Required action »
Each line of the data should be transcribed exactly as given.
BEGIN
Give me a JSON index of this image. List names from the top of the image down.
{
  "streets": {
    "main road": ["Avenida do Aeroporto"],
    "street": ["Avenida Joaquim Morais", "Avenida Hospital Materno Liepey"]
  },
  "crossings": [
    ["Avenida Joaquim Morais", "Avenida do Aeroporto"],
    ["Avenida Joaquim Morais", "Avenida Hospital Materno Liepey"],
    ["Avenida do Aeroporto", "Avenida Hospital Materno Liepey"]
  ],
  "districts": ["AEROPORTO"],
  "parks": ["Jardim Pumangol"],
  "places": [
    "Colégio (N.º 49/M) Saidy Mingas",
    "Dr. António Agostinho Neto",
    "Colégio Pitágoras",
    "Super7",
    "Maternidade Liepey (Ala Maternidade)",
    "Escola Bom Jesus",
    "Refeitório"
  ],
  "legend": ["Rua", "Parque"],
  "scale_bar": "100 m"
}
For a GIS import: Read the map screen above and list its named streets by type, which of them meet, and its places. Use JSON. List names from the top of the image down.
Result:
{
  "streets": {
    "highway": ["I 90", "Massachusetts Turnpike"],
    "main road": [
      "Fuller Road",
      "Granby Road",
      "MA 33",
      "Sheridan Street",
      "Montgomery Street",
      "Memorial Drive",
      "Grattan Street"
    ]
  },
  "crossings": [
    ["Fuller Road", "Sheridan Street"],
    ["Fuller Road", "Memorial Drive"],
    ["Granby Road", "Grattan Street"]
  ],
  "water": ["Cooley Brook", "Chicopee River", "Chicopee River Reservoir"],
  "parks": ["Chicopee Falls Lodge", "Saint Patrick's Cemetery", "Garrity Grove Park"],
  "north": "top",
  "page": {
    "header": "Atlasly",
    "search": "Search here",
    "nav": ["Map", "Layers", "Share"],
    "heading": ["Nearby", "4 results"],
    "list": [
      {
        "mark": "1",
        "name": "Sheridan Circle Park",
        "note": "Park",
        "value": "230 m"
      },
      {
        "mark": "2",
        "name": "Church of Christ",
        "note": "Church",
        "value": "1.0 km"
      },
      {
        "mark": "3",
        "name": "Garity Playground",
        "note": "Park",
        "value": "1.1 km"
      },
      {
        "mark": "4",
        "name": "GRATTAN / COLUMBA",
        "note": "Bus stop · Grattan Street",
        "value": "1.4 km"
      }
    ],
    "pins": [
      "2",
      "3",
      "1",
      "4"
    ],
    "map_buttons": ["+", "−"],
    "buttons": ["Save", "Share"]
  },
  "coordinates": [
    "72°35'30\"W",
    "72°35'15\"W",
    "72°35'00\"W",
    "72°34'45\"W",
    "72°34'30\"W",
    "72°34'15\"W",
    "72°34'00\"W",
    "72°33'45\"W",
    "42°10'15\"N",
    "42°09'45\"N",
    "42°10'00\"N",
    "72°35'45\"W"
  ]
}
END
Answer space »
Give me a JSON index of this image. List names from the top of the image down.
{
  "streets": {
    "main road": ["Avenida do Aeroporto"],
    "street": ["Avenida Joaquim Morais", "Avenida Hospital Materno Liepey"]
  },
  "crossings": [
    ["Avenida Joaquim Morais", "Avenida do Aeroporto"],
    ["Avenida Joaquim Morais", "Avenida Hospital Materno Liepey"],
    ["Avenida do Aeroporto", "Avenida Hospital Materno Liepey"]
  ],
  "districts": ["AEROPORTO"],
  "parks": ["Jardim Pumangol"],
  "places": [
    "Colégio (N.º 49/M) Saidy Mingas",
    "Dr. António Agostinho Neto",
    "Colégio Pitágoras",
    "Super7",
    "Maternidade Liepey (Ala Maternidade)",
    "Escola Bom Jesus",
    "Refeitório"
  ],
  "legend": ["Rua", "Parque"],
  "scale_bar": "100 m"
}
For a GIS import: Read the map screen above and list its named streets by type, which of them meet, and its places. Use JSON. List names from the top of the image down.
Result:
{
  "streets": {
    "highway": ["I 90", "Massachusetts Turnpike"],
    "main road": [
      "Fuller Road",
      "Granby Road",
      "MA 33",
      "Sheridan Street",
      "Montgomery Street",
      "Memorial Drive",
      "Grattan Street"
    ]
  },
  "crossings": [
    ["Fuller Road", "Sheridan Street"],
    ["Fuller Road", "Memorial Drive"],
    ["Granby Road", "Grattan Street"]
  ],
  "water": ["Cooley Brook", "Chicopee River", "Chicopee River Reservoir"],
  "parks": ["Chicopee Falls Lodge", "Saint Patrick's Cemetery", "Garrity Grove Park"],
  "north": "top",
  "page": {
    "header": "Atlasly",
    "search": "Search here",
    "nav": ["Map", "Layers", "Share"],
    "heading": ["Nearby", "4 results"],
    "list": [
      {
        "mark": "1",
        "name": "Sheridan Circle Park",
        "note": "Park",
        "value": "230 m"
      },
      {
        "mark": "2",
        "name": "Church of Christ",
        "note": "Church",
        "value": "1.0 km"
      },
      {
        "mark": "3",
        "name": "Garity Playground",
        "note": "Park",
        "value": "1.1 km"
      },
      {
        "mark": "4",
        "name": "GRATTAN / COLUMBA",
        "note": "Bus stop · Grattan Street",
        "value": "1.4 km"
      }
    ],
    "pins": [
      "2",
      "3",
      "1",
      "4"
    ],
    "map_buttons": ["+", "−"],
    "buttons": ["Save", "Share"]
  },
  "coordinates": [
    "72°35'30\"W",
    "72°35'15\"W",
    "72°35'00\"W",
    "72°34'45\"W",
    "72°34'30\"W",
    "72°34'15\"W",
    "72°34'00\"W",
    "72°33'45\"W",
    "42°10'15\"N",
    "42°09'45\"N",
    "42°10'00\"N",
    "72°35'45\"W"
  ]
}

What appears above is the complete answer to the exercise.